Task objective:
Exactly repeat all the records below, omitting the images they hold.

Dataset entries:
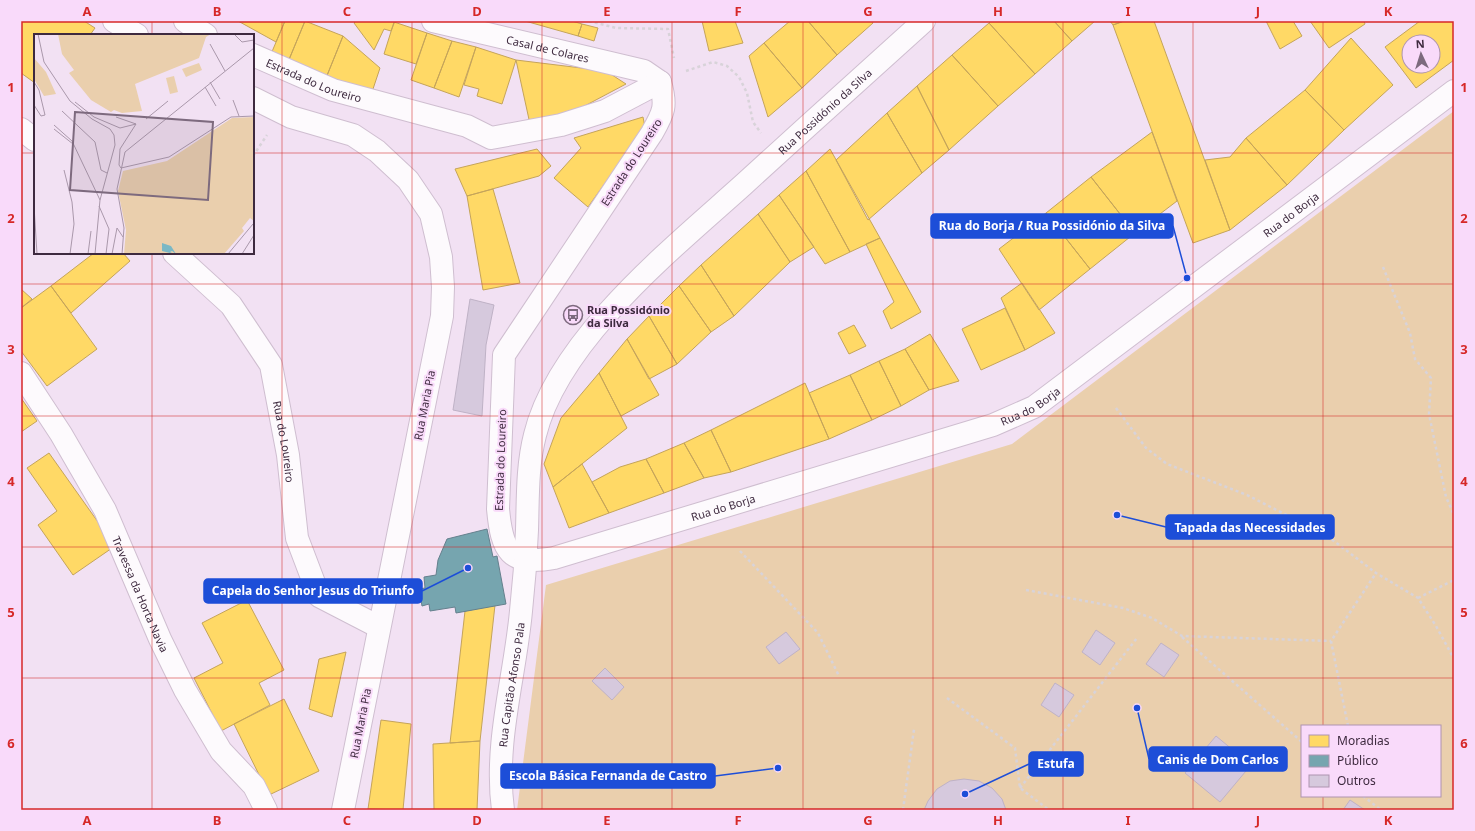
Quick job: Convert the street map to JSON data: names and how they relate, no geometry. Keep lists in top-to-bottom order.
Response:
{
  "streets": {
    "street": [
      "Casal de Colares",
      "Estrada do Loureiro",
      "Rua Possidónio da Silva",
      "Rua do Borja",
      "Rua Maria Pia",
      "Rua do Loureiro",
      "Travessa da Horta Navia",
      "Rua Capitão Afonso Pala"
    ]
  },
  "crossings": [
    ["Casal de Colares", "Estrada do Loureiro"],
    ["Estrada do Loureiro", "Rua Possidónio da Silva"],
    ["Estrada do Loureiro", "Rua do Borja"],
    ["Estrada do Loureiro", "Rua Capitão Afonso Pala"],
    ["Rua Possidónio da Silva", "Rua do Borja"],
    ["Rua Possidónio da Silva", "Rua Capitão Afonso Pala"],
    ["Rua do Borja", "Rua Capitão Afonso Pala"],
    ["Rua Maria Pia", "Rua do Loureiro"]
  ],
  "places": {
    "other": [
      "Rua do Borja / Rua Possidónio da Silva",
      "Tapada das Necessidades",
      "Capela do Senhor Jesus do Triunfo",
      "Canis de Dom Carlos",
      "Escola Básica Fernanda de Castro",
      "Estufa"
    ],
    "bus stop": ["Rua Possidónio da Silva"]
  },
  "legend": ["Moradias", "Público", "Outros"],
  "north": "top",
  "grid": {
    "columns": [
      "A",
      "B",
      "C",
      "D",
      "E",
      "F",
      "G",
      "H",
      "I",
      "J",
      "K"
    ],
    "rows": [
      "1",
      "2",
      "3",
      "4",
      "5",
      "6"
    ]
  }
}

Your solution:
Quick job: Convert the street map to JSON data: names and how they relate, no geometry. Keep lists in top-to-bottom order.
Response:
{
  "streets": {
    "street": [
      "Casal de Colares",
      "Estrada do Loureiro",
      "Rua Possidónio da Silva",
      "Rua do Borja",
      "Rua Maria Pia",
      "Rua do Loureiro",
      "Travessa da Horta Navia",
      "Rua Capitão Afonso Pala"
    ]
  },
  "crossings": [
    ["Casal de Colares", "Estrada do Loureiro"],
    ["Estrada do Loureiro", "Rua Possidónio da Silva"],
    ["Estrada do Loureiro", "Rua do Borja"],
    ["Estrada do Loureiro", "Rua Capitão Afonso Pala"],
    ["Rua Possidónio da Silva", "Rua do Borja"],
    ["Rua Possidónio da Silva", "Rua Capitão Afonso Pala"],
    ["Rua do Borja", "Rua Capitão Afonso Pala"],
    ["Rua Maria Pia", "Rua do Loureiro"]
  ],
  "places": {
    "other": [
      "Rua do Borja / Rua Possidónio da Silva",
      "Tapada das Necessidades",
      "Capela do Senhor Jesus do Triunfo",
      "Canis de Dom Carlos",
      "Escola Básica Fernanda de Castro",
      "Estufa"
    ],
    "bus stop": ["Rua Possidónio da Silva"]
  },
  "legend": ["Moradias", "Público", "Outros"],
  "north": "top",
  "grid": {
    "columns": [
      "A",
      "B",
      "C",
      "D",
      "E",
      "F",
      "G",
      "H",
      "I",
      "J",
      "K"
    ],
    "rows": [
      "1",
      "2",
      "3",
      "4",
      "5",
      "6"
    ]
  }
}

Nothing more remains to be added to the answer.